Téhéran, Iran (AP) – Un tribunal iranien a ordonné jeudi au gouvernement américain de verser plus de 4 milliards de dollars aux familles de scientifiques nucléaires iraniens qui ont été tués lors d’attaques ciblées ces dernières années, ont rapporté les médias officiels.

La décision largement symbolique souligne l’escalade des tensions entre l’Iran et l’Occident à propos du programme nucléaire de Téhéran qui progresse rapidement, avec des négociations pour rétablir l’accord atomique en lambeaux au point mort.

Bien que Téhéran ait accusé Israël dans le passé d’avoir tué des scientifiques nucléaires iraniens il y a dix ans, l’Iran n’a pas directement accusé son ennemi juré Israël dans son annonce. L’Iran n’a pas reconnu Israël depuis la révolution islamique de 1979 qui a renversé la monarchie pro-occidentale et amené les islamistes au pouvoir.

Le tribunal n’a mentionné Israël qu’en disant que les États-Unis soutenaient le “régime sioniste” dans son “crime organisé” contre les victimes.

On ne sait pas comment la décision du tribunal, comme une série d’affaires iraniennes antérieures contre les États-Unis alors que les deux parties se sont engagées dans une escalade en spirale des menaces, gagnerait du terrain ; il n’y a pas d’avoirs américains à confisquer dans la République islamique.

Pourtant, la branche du tribunal, qui se consacre à l’examen des plaintes iraniennes contre les États-Unis, a convoqué 37 anciens responsables américains, dont les anciens présidents Barack Obama et Donald Trump, ainsi que l’ancien secrétaire d’État Mike Pompeo, l’ancien envoyé iranien Brian Hook et l’ancien secrétaire à la Défense Ashton Carter.

Trump s’est retiré de l’accord nucléaire en 2018 et a imposé des sanctions économiques sévères à l’Iran qui ont coupé la plupart de ses revenus pétroliers et de ses transactions financières internationales.

Le président Joe Biden voulait revenir à l’accord, mais les pourparlers sont au point mort ces dernières semaines au sujet de la désignation par les États-Unis des Gardiens de la révolution paramilitaires iraniens comme organisation terroriste.

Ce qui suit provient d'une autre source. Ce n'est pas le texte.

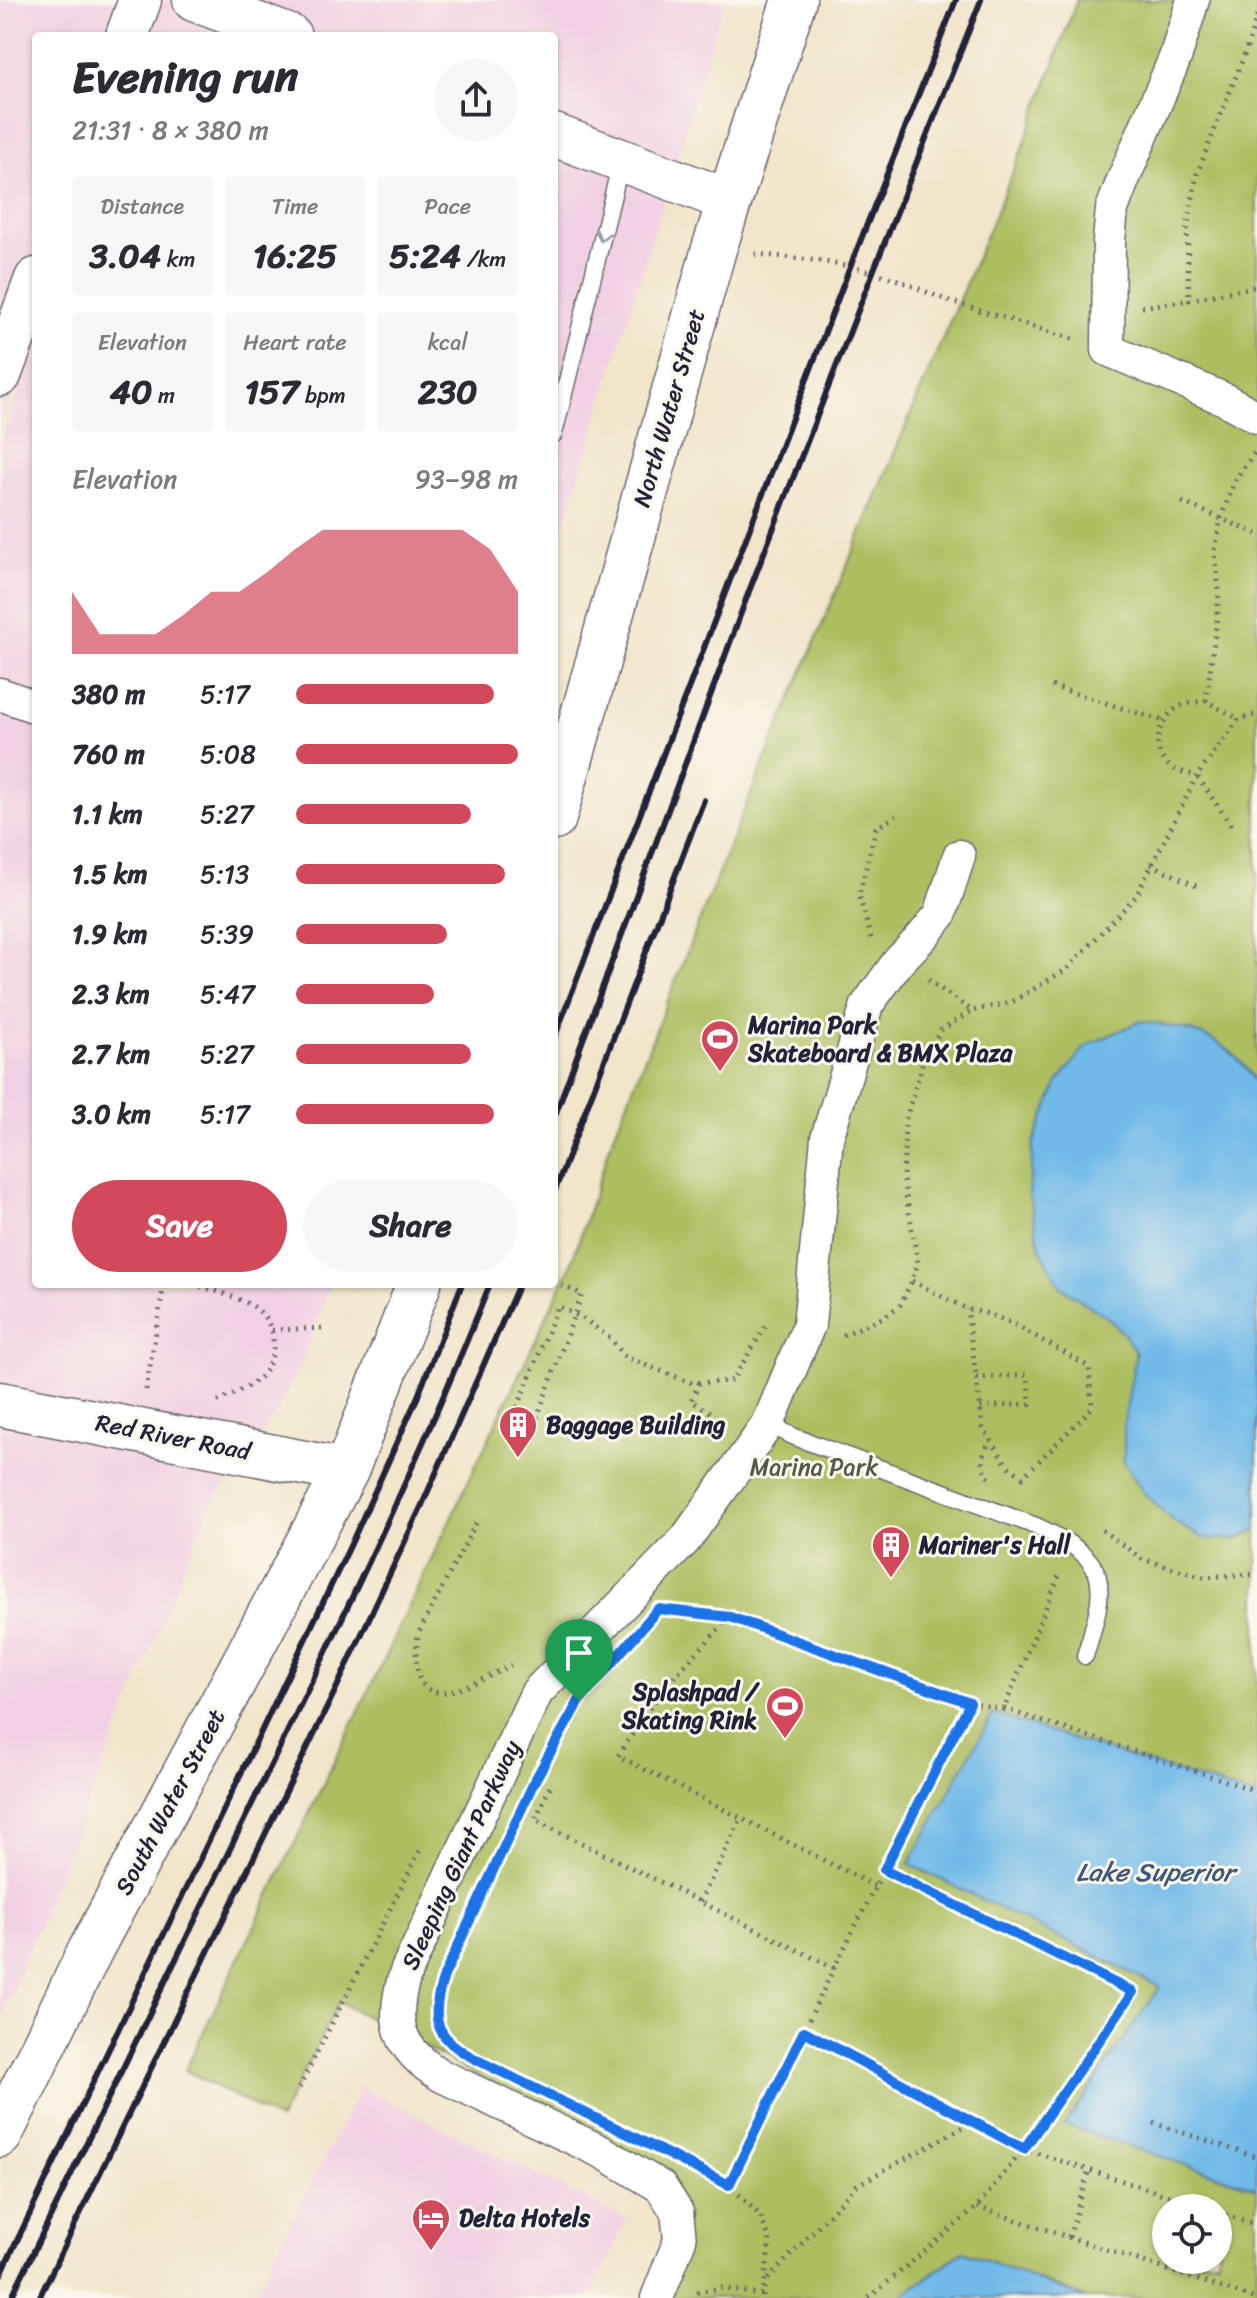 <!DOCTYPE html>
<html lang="en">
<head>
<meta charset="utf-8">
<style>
	body { margin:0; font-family:Sriracha,sans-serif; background:#f7f7f7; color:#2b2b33; height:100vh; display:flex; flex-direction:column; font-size:30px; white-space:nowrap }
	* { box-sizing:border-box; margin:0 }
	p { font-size:26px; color:#7c7c81 }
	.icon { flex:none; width:44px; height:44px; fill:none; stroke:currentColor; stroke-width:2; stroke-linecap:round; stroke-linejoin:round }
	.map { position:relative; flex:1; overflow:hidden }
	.sheet { position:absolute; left:32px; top:32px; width:526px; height:1256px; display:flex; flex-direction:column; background:#fff; border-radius:8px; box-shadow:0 2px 6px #0004 }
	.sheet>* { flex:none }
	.buttons { position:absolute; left:1152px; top:2194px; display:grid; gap:16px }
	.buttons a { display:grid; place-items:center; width:80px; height:80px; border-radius:50%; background:#fff; box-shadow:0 2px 6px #0004; font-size:40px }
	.pin { position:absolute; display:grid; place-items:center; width:68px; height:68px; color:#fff; margin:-82px -34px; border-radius:50% 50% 50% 0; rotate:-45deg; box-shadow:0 0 8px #0007 }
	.pin .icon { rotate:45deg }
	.round { display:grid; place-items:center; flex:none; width:84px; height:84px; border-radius:42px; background:#f7f7f7 }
	.summary { display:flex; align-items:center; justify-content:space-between; height:136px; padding:0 40px }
	h1 { font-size:44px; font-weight:700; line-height:60px }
	.figures { display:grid; grid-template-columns:repeat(3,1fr); gap:12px; height:136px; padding:8px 40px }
	.figures div { display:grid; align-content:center; border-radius:8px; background:#f7f7f7; text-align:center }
	.figures b { font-size:34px; font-weight:700 }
	.figures small { font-size:22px; font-weight:400 }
	.figures p { font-size:22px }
	.chart { height:224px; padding:16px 40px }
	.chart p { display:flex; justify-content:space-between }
	.chart svg { width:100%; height:144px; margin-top:8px; fill:#d1495b; opacity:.7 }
	.button { display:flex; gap:16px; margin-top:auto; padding:16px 40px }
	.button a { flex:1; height:92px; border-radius:48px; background:#d1495b; color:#fff; font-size:32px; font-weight:700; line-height:92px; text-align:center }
	.button a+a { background:#f7f7f7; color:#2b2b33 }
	ul { padding:0 40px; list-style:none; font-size:26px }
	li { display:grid; grid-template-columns:128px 96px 1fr; align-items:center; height:60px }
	li i { height:20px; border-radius:10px; background:#d1495b }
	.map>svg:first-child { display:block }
	.built { fill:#f1d0e3 }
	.green { fill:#adbe61; stroke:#68704e; stroke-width:2; fill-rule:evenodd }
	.water { fill:#6fb9e8; stroke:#486e92; stroke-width:2 }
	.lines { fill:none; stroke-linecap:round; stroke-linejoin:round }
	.service-casing { stroke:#6a666d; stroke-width:19 }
	.minor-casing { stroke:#6a666d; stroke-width:35 }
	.tertiary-casing { stroke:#6a666d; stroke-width:45 }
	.secondary-casing { stroke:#6a666d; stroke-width:47 }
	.path { stroke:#6a666d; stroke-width:5; stroke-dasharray:2 6; stroke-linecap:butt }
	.service { stroke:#fff; stroke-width:16 }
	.minor { stroke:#fff; stroke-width:32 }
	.tertiary { stroke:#fff; stroke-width:42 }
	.secondary { stroke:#fff; stroke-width:44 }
	.rail { stroke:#22223b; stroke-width:6 }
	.path-bridge { stroke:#6a666d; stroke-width:5; stroke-dasharray:2 6; stroke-linecap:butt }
	.oneway { stroke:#9c9ca7 }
	.route-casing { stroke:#fff; stroke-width:16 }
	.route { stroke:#1a73e8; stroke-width:10 }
	.labels { text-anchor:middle; stroke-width:6; stroke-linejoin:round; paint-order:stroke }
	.street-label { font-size:24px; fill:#22223b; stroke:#fbf7ec }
	.poi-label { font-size:24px; font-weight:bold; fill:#22223b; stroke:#fbf7ec; text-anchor:start }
	.park-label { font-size:24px; fill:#535948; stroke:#fbf7ec }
	.water-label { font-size:26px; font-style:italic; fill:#3d5778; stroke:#fbf7ec }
</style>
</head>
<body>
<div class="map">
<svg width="1257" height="2298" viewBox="0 0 1257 2298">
	<rect width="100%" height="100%" fill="#fbf7ec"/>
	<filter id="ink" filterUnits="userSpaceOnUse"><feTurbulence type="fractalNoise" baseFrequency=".0125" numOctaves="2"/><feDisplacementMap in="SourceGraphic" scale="16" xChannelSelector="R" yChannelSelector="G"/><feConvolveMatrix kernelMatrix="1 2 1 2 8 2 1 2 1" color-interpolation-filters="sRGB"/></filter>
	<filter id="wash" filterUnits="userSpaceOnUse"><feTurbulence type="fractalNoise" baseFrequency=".006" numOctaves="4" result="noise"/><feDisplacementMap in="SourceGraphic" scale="32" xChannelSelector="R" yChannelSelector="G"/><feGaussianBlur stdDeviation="1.8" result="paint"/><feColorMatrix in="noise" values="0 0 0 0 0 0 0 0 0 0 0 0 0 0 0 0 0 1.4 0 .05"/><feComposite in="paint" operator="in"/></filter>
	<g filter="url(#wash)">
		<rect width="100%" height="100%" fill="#f1e5ca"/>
		<!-- built -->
		<path class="built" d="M0,0H725L554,560V36H36V333L0,429Z
			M36,344V1284H330L310,1343L278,1410L208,1509L0,2021V443Z
			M361,2087L627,2219L590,2298H252Z"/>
		<!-- green -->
		<path class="green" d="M1077,0H1257V1086C1240,1053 1220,1042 1186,1029L1061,1287C1085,1302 1127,1324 1135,1353C1138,1363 1127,1407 1124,1421L1235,1540L1257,1529V1797L994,1715L1160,1987L1065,2125L1257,2188V2298H1086L963,2251L900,2298H663L688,2215L580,2130L339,2002L279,2120L185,2070L394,1638L570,1267L611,1143L734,834L1022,150ZM1166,2208H1218V2260H1166Z"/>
		<!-- water -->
		<path class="water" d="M1141,1021C1192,1029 1231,1036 1257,1086V1529L1235,1540L1203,1538L1174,1522L1143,1492L1124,1462V1421L1136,1354L1125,1335L1108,1318L1061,1287L1040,1249L1029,1194L1033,1144L1058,1082L1086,1046Z
			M993,1714L1257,1797V2188L1065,2125L1160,1987L909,1864Z
			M963,2251L1071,2293L1086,2298H900Z"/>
	</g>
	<g filter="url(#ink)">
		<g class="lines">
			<!-- service casing -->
			<g class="service-casing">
				<path id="service" d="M554,434L621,162
					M768,1424L795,1437L1036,1526C1112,1561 1108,1581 1085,1656"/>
			</g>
			<!-- minor casing -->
			<g class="minor-casing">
				<path id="minor" d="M1193,0L1175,58L1123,180L1112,209L1109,241L1108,350L1224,399L1257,417
					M0,694L36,707
					M657,2298L680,2240L677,2212L661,2187L604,2153L442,2076C398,2050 389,2021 406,1972L537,1692L685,1540L768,1424L809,1325L827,1138L867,1005L898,962L921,938L940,915L959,856"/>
			</g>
			<!-- tertiary casing -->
			<g class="tertiary-casing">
				<path id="tertiary" d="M194,0L290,36
					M127,36L140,0
					M554,135L730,201
					M0,375L36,279"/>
			</g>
			<!-- secondary casing -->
			<g class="secondary-casing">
				<path id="secondary" d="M554,818L714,249L794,0
					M0,1404L346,1471
					M0,2135L90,1951L346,1471L419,1284"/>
			</g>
			<!-- path -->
			<path class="path" d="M1257,16L1246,51L1197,174L1187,230L1189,300L1257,286
				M755,254L821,261L873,272L898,280L946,300L1073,339
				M1142,307L1189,300
				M1182,502L1257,534
				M1052,686L1163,721
				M1206,701L1217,619L1219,591L1215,551L1221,518L1235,480L1256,451
				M1231,825L1197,776L1239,719L1257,714
				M1151,864L1196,886
				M871,938L859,895L876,828L896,816
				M928,980L972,1011L1012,1002L1067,969L1136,896L1197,776C1187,773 1175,771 1167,764C1149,748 1160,715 1181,706C1188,702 1198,702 1206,701L1239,719
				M912,1281L967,1309L985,1313L1012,1323L1089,1367L1092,1408L1023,1477L1007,1465L983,1428L967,1309
				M554,1283L582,1294
				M193,1284C212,1290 234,1296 251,1305C274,1318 280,1349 265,1371C255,1386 229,1395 213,1404
				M272,1330L324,1328
				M843,1335L884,1317L900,1305L912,1281L918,1262L903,1178L905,1122L924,1058L941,1030L972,1011
				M976,1378L1027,1375L1030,1404L980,1407
				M699,1383L691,1401L715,1415
				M146,1390L164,1284
				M537,1418L517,1409L558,1306L584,1319L610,1338L625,1357L692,1383L732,1381L768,1322
				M989,1478C979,1461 983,1457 990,1440
				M476,1523L418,1634C405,1724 463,1689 511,1665
				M1102,1530L1142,1559L1204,1577L1257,1574
				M667,1610L730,1617L661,1691L618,1756L875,1886
				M730,1617L970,1703
				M1004,1709L1257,1791
				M557,1740L578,1703
				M550,1787L535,1820L834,1968
				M700,1902L741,1819
				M804,2031L1024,2149L1206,2208
				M299,2088L420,1850
				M1153,2123L1257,2157
				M691,2166L729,2185L759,2214L770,2239L763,2298
				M729,2185L834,1968L884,1870
				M977,2207L1253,2298
				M1218,2212L1257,2225
				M1069,2237L1089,2170
				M768,2279L857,2185L973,2122
				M697,2292L721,2288L764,2295
				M869,2298L977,2207L1024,2149L1133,1992L884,1870L970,1703L1004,1709L1061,1571"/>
			<!-- service -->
			<use href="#service" class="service"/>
			<!-- minor -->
			<use href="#minor" class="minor"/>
			<!-- tertiary -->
			<use href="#tertiary" class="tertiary"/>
			<!-- secondary -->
			<use href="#secondary" class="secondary"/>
			<!-- rail -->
			<path class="rail" d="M554,1039L850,267L956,0
				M554,1118L748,594L873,272L981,0
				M554,1193L704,800
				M0,2276L350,1546L418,1396L462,1284
				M11,2298C90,2135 170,1971 250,1808C335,1635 419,1462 490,1284
				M39,2298L337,1687L422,1505L519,1284"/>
			<!-- path-bridge -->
			<path class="path-bridge" d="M537,1418L582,1294"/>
		</g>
		<!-- one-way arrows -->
		<defs><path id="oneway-chevron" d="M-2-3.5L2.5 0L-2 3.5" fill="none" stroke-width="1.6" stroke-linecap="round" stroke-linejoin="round" transform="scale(2)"/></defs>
		<use class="oneway" href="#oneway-chevron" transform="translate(602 236) rotate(104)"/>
	</g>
	<g class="lines" filter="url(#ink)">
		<!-- route casing -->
		<g class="route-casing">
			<path id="route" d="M658,1609L730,1617L970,1703L884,1870L1133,1992L1024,2149L804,2031L729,2185L618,2129L477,2060C435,2038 429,2021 444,1976L535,1780L579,1701Z"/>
		</g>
		<!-- route -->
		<use href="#route" class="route"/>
	</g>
	<!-- icons -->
	<defs>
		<g id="stadium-pin" transform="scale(2)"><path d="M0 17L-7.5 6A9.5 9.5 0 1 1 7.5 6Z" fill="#d1495b" stroke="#fbf7ec"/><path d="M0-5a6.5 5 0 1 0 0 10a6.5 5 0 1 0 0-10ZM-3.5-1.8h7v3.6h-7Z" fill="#fff"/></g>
		<g id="building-pin" transform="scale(2)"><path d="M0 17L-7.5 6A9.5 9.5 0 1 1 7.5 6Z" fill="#d1495b" stroke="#fbf7ec"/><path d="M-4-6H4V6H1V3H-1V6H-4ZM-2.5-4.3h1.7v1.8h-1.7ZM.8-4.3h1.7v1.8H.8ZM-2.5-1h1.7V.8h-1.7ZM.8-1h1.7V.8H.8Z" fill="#fff"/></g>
		<g id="hotel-pin" transform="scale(2)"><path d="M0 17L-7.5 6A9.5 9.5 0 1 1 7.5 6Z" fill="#d1495b" stroke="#fbf7ec"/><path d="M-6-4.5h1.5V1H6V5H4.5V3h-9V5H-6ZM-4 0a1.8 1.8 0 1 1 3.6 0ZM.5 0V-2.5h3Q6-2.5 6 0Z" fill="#fff"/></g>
	</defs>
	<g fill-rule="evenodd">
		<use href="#stadium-pin" x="720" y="1039"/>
		<use href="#building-pin" x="518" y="1425"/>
		<use href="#building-pin" x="891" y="1545"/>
		<use href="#stadium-pin" x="785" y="1706"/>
		<use href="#hotel-pin" x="431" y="2218"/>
	</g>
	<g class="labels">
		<!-- street labels -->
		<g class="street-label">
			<text transform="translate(669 408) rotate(-74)" y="8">North Water Street</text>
			<text transform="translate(173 1437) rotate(11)" y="8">Red River Road</text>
			<text transform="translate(170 1802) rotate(-62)" y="8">South Water Street</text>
			<text transform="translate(461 1855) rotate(-65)" y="8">Sleeping Giant Parkway</text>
		</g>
		<!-- poi labels -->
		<g class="poi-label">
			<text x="748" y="1033">Marina Park<tspan x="748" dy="28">Skateboard &amp; BMX Plaza</tspan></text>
			<text x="546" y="1433">Baggage Building</text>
			<text x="919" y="1553">Mariner's Hall</text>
			<text x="757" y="1700" text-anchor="end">Splashpad /<tspan x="757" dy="28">Skating Rink</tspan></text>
			<text x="459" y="2226">Delta Hotels</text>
		</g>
		<!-- park labels -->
		<g class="park-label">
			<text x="814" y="1475">Marina Park</text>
		</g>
		<!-- water labels -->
		<g class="water-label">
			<text x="1155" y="1881">Lake Superior</text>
		</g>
	</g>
</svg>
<div class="buttons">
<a><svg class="icon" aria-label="locate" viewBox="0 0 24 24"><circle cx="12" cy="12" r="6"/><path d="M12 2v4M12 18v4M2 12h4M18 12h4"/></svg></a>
</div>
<div class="pin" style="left:579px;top:1701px;background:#1e9e55"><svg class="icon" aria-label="arrive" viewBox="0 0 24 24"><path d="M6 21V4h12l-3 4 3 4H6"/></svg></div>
<section class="sheet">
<div class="summary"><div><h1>Evening run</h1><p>21:31 · 8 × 380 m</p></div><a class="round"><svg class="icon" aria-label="share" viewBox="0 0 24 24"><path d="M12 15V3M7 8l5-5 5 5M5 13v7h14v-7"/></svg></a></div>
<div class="figures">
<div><p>Distance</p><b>3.04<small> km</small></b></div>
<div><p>Time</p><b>16:25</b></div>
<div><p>Pace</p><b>5:24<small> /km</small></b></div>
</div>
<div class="figures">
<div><p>Elevation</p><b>40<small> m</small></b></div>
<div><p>Heart rate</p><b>157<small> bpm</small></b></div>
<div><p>kcal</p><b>230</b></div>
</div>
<div class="chart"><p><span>Elevation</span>93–98 m</p>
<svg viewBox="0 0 160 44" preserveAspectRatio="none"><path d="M0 44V25L10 38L20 38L30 38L40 32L50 25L60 25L70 19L80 12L90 6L100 6L110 6L120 6L130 6L140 6L150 12L160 25V44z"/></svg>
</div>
<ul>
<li><b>380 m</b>5:17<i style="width:89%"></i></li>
<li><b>760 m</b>5:08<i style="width:100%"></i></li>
<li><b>1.1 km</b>5:27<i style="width:79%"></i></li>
<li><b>1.5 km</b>5:13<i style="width:94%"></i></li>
<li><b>1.9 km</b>5:39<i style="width:68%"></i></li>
<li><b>2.3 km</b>5:47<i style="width:62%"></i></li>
<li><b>2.7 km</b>5:27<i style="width:79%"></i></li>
<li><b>3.0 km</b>5:17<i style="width:89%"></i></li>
</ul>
<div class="button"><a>Save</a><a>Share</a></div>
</section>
</div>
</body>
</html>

Pendant ce temps, l’Iran enrichit l’uranium plus près que jamais des niveaux de qualité militaire sous une surveillance internationale décroissante. Plus tôt ce mois-ci, l’Iran a retiré 27 caméras de surveillance de l’Agence internationale de l’énergie atomique de l’ONU, ce qui, selon son directeur, pourrait porter un “coup fatal” à l’accord nucléaire.

Les familles de trois scientifiques nucléaires qui avaient été tués lors d’assassinats ciblés, ainsi que d’un scientifique nucléaire blessé lors d’une attaque, ont intenté une action en justice à Téhéran, a rapporté l’agence de presse publique IRNA, sans identifier les plaignants. Le tribunal a ordonné aux États-Unis de payer 4,3 millions de dollars d’indemnisation totale, amendes comprises.

L’Iran et Israël sont enfermés dans une guerre de l’ombre à travers le Moyen-Orient et ses eaux. Ce conflit s’est intensifié avec les récents assassinats ciblés présumés de scientifiques nucléaires iraniens et de responsables militaires. Fin 2020, l’Iran a accusé Israël d’avoir tué son principal scientifique nucléaire, Mohsen Fakhrizadeh, avec une mitrailleuse télécommandée alors qu’il voyageait dans une voiture à l’extérieur de Téhéran.

L’Iran a également imposé des sanctions à d’éminents responsables politiques et militaires américains pour des allégations de “terrorisme” et de “violations des droits de l’homme”, en représailles à l’assassinat américain du commandant en chef iranien, Qassem Soleimani, il y a deux ans.